Pedro, influenciado por expectativas humanas de glória imediata, tenta repreender Jesus (Mc 8.32). Mas Jesus o repreende com firmeza:
“Arreda, Satanás! Porque você não cogita das coisas de Deus, e sim das dos homens” (Mc 8.33).
Jesus havia enfrentado essa mesma tentação no deserto, quando o diabo lhe ofereceu glória sem cruz (Mt 4.1–11). Mas o caminho do Reino passa inevitavelmente pela cruz.
O apóstolo Paulo reforça:
“Se esperamos em Cristo só para esta vida, somos os mais infelizes de todos os homens” (1Co 15.19).

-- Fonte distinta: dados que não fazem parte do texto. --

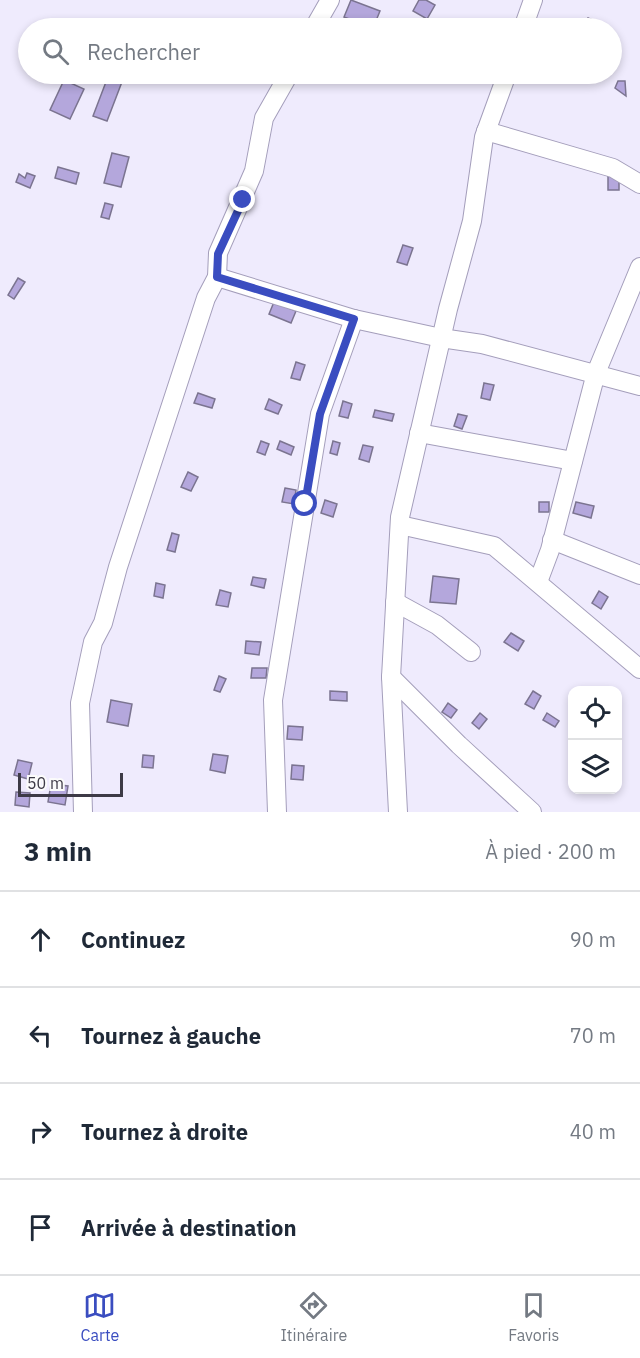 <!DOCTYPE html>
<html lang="fr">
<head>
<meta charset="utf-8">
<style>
  :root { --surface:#fff; --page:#f6f6f7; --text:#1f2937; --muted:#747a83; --line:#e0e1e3; --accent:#3a4dc0 }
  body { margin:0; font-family:"IBM Plex Sans",sans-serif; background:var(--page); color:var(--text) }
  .controls { position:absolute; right:18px; bottom:18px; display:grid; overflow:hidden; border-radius:12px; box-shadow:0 3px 9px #0003 }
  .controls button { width:54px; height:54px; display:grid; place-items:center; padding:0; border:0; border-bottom:2px solid var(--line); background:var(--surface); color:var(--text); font:30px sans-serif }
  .scale { position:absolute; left:18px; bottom:15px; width:105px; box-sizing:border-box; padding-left:6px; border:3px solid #3d3a46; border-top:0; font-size:16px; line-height:21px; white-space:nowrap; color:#3d3a46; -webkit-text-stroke:4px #fbfbfb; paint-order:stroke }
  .stop { position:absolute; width:18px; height:18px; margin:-14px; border:4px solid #3a4dc0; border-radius:50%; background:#fff }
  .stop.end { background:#3a4dc0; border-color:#fff; box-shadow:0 2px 6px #0008 }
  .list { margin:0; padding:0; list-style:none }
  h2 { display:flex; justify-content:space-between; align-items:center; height:78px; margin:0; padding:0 24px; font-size:26px }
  h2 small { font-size:20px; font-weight:400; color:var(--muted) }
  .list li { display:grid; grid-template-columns:39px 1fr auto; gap:18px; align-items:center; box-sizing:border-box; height:96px; padding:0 24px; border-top:2px solid var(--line) }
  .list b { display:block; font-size:22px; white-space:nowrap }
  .list em { font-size:20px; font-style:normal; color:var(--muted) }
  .icon { flex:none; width:33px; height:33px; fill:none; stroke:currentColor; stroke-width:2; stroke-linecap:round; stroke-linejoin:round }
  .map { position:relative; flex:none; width:640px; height:812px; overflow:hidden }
  .search { position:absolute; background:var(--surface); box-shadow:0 3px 9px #0003; left:18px; right:18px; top:18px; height:66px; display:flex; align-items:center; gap:15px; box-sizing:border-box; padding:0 21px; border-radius:33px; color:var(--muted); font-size:22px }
  .sheet { height:462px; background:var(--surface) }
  nav { display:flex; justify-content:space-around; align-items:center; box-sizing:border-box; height:84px; border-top:2px solid var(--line); background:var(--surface); font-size:16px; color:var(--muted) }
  nav a { display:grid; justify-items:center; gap:3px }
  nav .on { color:var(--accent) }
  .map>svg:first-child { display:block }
  .building { fill:#b4a7dc; stroke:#7b7490; stroke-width:1.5 }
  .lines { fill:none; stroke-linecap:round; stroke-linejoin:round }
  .minor-casing { stroke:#a49ebb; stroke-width:20 }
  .minor { stroke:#fff; stroke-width:18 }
  .route { stroke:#3a4dc0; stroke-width:8 }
</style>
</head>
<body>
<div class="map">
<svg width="640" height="812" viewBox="0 0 640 812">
  <rect width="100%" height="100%" fill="#efebfd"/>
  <g class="building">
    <polygon points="351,0 380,11 373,28 344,17"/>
    <polygon points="419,0 426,0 435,5 427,19 413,11"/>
    <polygon points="588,18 601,24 598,28 583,28"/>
    <polygon points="109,74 125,74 107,121 93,116"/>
    <polygon points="64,80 84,89 70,119 50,110"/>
    <polygon points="618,81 625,81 626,96 615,88"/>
    <polygon points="112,153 129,157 121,187 104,183"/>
    <polygon points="58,167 79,173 76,184 55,178"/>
    <polygon points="27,173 35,176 30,188 16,182 19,174 25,178"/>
    <rect x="608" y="174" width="11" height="16"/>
    <polygon points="105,203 113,205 109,219 101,217"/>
    <polygon points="403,245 413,248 407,265 397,262"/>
    <polygon points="18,278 25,282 14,299 8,295"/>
    <polygon points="274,302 296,311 291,323 269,314"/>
    <polygon points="296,362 305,365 300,380 291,378"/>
    <polygon points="484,383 494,385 490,400 481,398"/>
    <polygon points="198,393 215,399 212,408 194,403"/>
    <polygon points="269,399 282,405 278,414 265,409"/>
    <polygon points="343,401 352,404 348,418 339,416"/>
    <polygon points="375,410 394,414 392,421 373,417"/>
    <polygon points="458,414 467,416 462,429 454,426"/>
    <polygon points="261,441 269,444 265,455 257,452"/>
    <polygon points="280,441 294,447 291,455 277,449"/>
    <polygon points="333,441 340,443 337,455 330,453"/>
    <polygon points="363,445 373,447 369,462 359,459"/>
    <polygon points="188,472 198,477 191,491 181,487"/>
    <polygon points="285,488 296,490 294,504 282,502"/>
    <polygon points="325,500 337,504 333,517 321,513"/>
    <rect x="539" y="502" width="10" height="10"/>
    <polygon points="576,502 594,506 591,518 573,513"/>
    <polygon points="172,533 179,535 175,552 167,550"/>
    <polygon points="433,576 459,579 456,604 430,602"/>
    <polygon points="253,577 266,579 264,588 251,585"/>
    <polygon points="156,583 165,585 163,598 154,596"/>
    <polygon points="220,590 231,593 228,607 216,605"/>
    <polygon points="599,591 608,597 601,609 592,603"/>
    <polygon points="511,633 524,641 518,651 504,642"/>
    <polygon points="246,641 261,642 259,655 245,653"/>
    <polygon points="252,668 267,668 266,678 251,678"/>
    <polygon points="219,676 226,679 220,692 214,690"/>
    <polygon points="330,691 347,692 347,701 330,700"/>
    <polygon points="533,691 541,696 534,709 525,704"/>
    <polygon points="111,700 132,704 128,726 107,722"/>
    <polygon points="448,703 457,710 451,718 442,712"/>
    <polygon points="480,713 487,719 479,729 472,723"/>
    <polygon points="547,713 559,721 555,727 543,720"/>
    <polygon points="288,726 303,727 302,740 287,739"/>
    <polygon points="213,754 228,756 225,773 210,770"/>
    <polygon points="143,755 154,756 153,768 142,767"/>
    <polygon points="18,760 32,763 28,779 14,775"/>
    <polygon points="292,765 304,766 303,780 291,779"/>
    <polygon points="51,784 68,786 65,805 48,802"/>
    <polygon points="16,792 30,793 29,807 15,805"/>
  </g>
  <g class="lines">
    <defs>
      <g id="minor">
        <polyline points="314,28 330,0"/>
        <polyline points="523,28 533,0"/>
        <polyline points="486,131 613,168 640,184"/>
        <polyline points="217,277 354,319 441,338 482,344 640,386"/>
        <polyline points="419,433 573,461"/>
        <polyline points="400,525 494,546 640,669"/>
        <polyline points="552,540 640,575"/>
        <polyline points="538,582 550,550 596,373 640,267"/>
        <polyline points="395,602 437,625 471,652"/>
        <polyline points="391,677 459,745 532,812"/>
        <polyline points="83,812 80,703 93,642 103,623 118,567 174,396 206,298 217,277 218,253 254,171 264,118 289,74"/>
        <polyline points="277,812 273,700 320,414 354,319"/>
        <polyline points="398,812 391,677 400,517 448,309 472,221 484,137 507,74"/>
      </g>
    </defs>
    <use href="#minor" class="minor-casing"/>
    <use href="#minor" class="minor"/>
  </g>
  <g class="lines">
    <polyline class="route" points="243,200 218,254 217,277 354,319 320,414 305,504"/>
  </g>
</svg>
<div class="controls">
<button><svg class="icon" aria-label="locate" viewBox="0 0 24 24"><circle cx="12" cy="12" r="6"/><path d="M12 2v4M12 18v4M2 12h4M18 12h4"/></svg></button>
<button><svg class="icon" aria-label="layers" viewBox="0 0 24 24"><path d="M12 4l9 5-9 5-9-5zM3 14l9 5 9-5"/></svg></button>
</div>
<div class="scale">50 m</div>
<div class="stop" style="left:305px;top:504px"></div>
<div class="stop end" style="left:243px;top:200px"></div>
<div class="search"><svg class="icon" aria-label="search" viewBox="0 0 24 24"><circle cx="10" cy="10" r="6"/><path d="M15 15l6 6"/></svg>Rechercher</div>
</div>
<section class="sheet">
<h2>3 min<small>À pied · 200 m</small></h2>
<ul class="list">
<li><svg class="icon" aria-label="ahead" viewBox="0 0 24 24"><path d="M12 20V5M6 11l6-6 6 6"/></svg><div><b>Continuez</b></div><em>90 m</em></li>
<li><svg class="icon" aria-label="left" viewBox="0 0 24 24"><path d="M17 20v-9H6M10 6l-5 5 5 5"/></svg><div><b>Tournez à gauche</b></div><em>70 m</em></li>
<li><svg class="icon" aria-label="right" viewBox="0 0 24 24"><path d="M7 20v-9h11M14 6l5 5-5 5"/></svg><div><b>Tournez à droite</b></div><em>40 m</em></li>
<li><svg class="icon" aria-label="arrive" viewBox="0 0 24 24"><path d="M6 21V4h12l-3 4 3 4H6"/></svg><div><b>Arrivée à destination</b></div></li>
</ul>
</section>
<nav>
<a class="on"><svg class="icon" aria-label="map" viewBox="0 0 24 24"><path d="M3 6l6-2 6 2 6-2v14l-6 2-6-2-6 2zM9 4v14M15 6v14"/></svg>Carte</a>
<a><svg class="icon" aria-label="directions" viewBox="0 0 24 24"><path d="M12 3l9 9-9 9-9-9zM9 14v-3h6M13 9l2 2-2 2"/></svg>Itinéraire</a>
<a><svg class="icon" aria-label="saved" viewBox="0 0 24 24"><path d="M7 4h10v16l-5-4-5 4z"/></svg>Favoris</a>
</nav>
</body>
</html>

“Porque a vocês foi concedida a graça de sofrer por Cristo” (Fp 1.29).
Então Jesus estende o chamado a todos:
“Se alguém quer vir após mim, negue-se a si mesmo, tome a sua cruz e siga-me. Pois que adianta ao homem ganhar o mundo inteiro e perder a sua alma?” (Mc 8.34–36).
6. O Custo do Discipulado — O Chamado Radical de Cristo
Nesse ponto, me vem à memória Fernando Pessoa.
Fernando Pessoa, poeta português, tem muitos poemas que falam sobre ideais grandiosos, coragem e sacrifício. Em um de seus poemas mais conhecidos, ele escreve:
“Quantas noivas ficaram por casar para que fosses nosso mar?
Valeu a pena.
Tudo vale a pena se a alma não é pequena.
Porque quem quer passar além do Bojador tem que passar além da dor.”
O que ele está dizendo é que todo ideal exige sacrifício. O povo português, um país pequeno, foi capaz de grandes feitos: conquistou terras, dobrou o Cabo da Boa Esperança, navegou por mares desconhecidos. Para isso, muita coisa foi deixada para trás: noivas ficaram sem casar, sonhos foram sacrificados, famílias foram separadas. Havia um preço para conquistar o mar.
Em outro poema — sobre Dom Sebastião, também conhecido como Quinto Império — Pessoa escreve:
“Louco, sim, louco porque quis grandeza.
Qual a sorte a não dar?
Não coube em mim minha certeza.
Por isso, onde o areal está,
ficou meu ser que houve, não o que há.
Minha loucura outros que me aturem como o que nela ia.
Sem a loucura que é o homem, mais do que a besta sadia,
cadáver adiado que procria.”
Essa poesia fala da coragem de abandonar a terra firme — o areal — e se lançar ao mar, movido por um ideal maior. Pessoa diz que, sem essa “loucura santa”, sem viver por um propósito mais alto, o ser humano se torna apenas “um cadáver adiado que procria”.
Mas aqui está a diferença essencial:
👉 Os portugueses lutaram por mares e glórias temporais, mas Jesus nos chama a seguir um ideal eterno.
“Se alguém quer vir após mim, negue-se a si mesmo, tome a sua cruz e siga-me” (Mc 8.34).
“Pois que adianta ao homem ganhar o mundo inteiro e perder a sua alma?” (Mc 8.36).
O ideal português foi grandioso, mas o ideal cristão é infinitamente superior. Eles atravessaram oceanos para conquistar terras; Jesus nos chama a negar a nós mesmos para herdar o Reino de Deus. Eles buscaram impérios passageiros; Jesus nos chama a participar de um Reino que jamais passará. Eles lutaram por glória humana; Jesus nos chama para a glória eterna.
Seguir a Cristo, portanto, é assumir essa “loucura santa” — sair do conforto, deixar o “areal firme” e lançar-se no mar da fé, confiando no Senhor. Não por poder, glória ou fama, mas por vida eterna.
Conclusão
O capítulo 8 de Marcos nos apresenta dois chamados — “Vinde após mim” (Mc 1.17) e “Ide por todo o mundo” (Mc 16.15);
dois toques — um para começar a ver e outro para enxergar claramente (Mc 8.22–25);
e duas cruzes — a de Cristo e a nossa (Mc 8.34).
Seguir Jesus significa ver com clareza espiritual crescente, confessar quem Ele realmente é e carregar a cruz com fidelidade.
“De que vale ao homem ganhar o mundo inteiro e perder a sua alma?” (Mc 8.36).
“Só tu tens as palavras de vida eterna” (Jo 6.68).